The sample represents SMEs which have registered in the “procurement platform”. Compared to the size distribution of all SMEs in Finland in 2015, small (10–50 employees) and medium-sized (50–249 employees) firms are overrepresented in the sample (Statistics Finland: Regarding the point of data collection, Finland introduced a law at the beginning of 2017 that e.g. encourages joint bidding by SMEs. However, there is evidence that this new legislation has not significantly increased SMEs’ participation and that SMEs still suffer from the lack of capabilities of doing so (Finland – 2019, SBA Fact Sheet). Consequently, it seems there have not been any significant changes in the situation of Finnish SMEs since 2015, and the results are thus still very relevant.

We study how SMEs perceive the importance of vertical and horizontal networks, and how these perceptions are associated with activity and performance in public sector tendering as a bidding consortium. Following previous studies (e.g. Reijonen et al., 2016; Flynn and Davis, 2017; Saastamoinen et al., 2020), we use the number of bids submitted (BIDS) and the number of contracts (CONTRACTS) won as a consortium as the proxies for activity and success in public sector tenders.

We use the methodology developed for research on SME networks and innovation in measuring the perception of the importance of networks in public procurement (see Zeng et al., 2010). Following Arza and Lopez (2011), we measured the SMEs’ perception of the importance of networking/collaboration with the following network partners: suppliers, business customers, consumers, local governments or state customers, competitors, consultants/consultancies, private research institutions, public research institutions and universities (see also Official Statistics of Finland, 2018). We therefore asked the respondents to evaluate the importance of potential networking partners on a scale of 1 (“not important”) to 5 (“very important”) in the question “How important is networking with the following partners with regard to successful tendering in public procurement?”

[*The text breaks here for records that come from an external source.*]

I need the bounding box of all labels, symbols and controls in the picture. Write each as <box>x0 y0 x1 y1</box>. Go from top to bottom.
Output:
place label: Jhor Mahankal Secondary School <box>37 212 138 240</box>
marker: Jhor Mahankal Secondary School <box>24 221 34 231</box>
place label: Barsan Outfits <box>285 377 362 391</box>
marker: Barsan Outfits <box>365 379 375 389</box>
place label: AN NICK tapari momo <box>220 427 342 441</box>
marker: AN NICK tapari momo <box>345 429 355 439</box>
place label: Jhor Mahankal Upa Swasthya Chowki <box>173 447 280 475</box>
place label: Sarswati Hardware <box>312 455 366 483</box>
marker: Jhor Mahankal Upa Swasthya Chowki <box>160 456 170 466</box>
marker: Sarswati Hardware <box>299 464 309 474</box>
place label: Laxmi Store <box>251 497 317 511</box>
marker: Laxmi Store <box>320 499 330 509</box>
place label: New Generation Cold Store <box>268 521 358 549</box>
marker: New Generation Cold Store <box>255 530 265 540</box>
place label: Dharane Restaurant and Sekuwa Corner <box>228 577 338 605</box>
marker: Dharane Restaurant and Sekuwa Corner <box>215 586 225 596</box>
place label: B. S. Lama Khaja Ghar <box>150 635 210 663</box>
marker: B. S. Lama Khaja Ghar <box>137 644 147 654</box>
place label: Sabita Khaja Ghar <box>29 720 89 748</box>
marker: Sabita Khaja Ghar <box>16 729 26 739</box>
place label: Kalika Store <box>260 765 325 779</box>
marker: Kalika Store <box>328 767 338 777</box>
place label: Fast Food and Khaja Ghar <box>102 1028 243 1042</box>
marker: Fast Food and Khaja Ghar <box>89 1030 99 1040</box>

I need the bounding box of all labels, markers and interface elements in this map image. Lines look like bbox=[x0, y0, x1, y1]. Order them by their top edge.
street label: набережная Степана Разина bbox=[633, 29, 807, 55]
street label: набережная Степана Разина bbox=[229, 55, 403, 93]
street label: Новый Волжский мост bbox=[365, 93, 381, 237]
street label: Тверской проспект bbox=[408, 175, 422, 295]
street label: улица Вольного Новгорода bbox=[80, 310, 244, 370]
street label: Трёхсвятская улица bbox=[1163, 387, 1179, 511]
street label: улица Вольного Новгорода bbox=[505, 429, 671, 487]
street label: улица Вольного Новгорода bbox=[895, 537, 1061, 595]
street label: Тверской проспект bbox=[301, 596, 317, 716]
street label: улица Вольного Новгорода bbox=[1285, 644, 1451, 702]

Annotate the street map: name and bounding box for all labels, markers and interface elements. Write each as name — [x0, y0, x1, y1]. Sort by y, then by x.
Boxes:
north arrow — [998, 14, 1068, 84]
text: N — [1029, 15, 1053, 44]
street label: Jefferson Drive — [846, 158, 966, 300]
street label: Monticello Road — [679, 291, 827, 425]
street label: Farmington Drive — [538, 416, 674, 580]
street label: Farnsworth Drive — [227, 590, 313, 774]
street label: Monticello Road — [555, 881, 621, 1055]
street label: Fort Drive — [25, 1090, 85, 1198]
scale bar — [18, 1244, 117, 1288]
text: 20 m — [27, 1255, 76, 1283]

We use several control variables in the regression analyses. The literature suggests that the firm size (SIZE) measured by the number of employees controls for the firm’s resources, activity and performance in public procurement (e.g. Flynn et al., 2015; Reijonen et al., 2016). We also control for firm age (AGE) as measured by years since founding because this has been associated with a firm’s activity in public tendering (e.g. Pickernell et al., 2013; Reijonen et al., 2016). Since experience in “regular” public procurement (i.e. bidding as a single entity) may be required to participate in consortium bidding, we use the number of bids submitted in regular public sector tenders (EXPERIENCE) as a proxy for a firm’s experience in public procurement. Finally, potential industry differences resulting from differences in the public sector’s demand for goods and services are also controlled for (Edquist and Zabala-Iturriagagoitia, 2012). We keep the healthcare sector (HEALTH) as a reference category, because, according to the European Commission, the public sector is the principal buyer in the industry [1].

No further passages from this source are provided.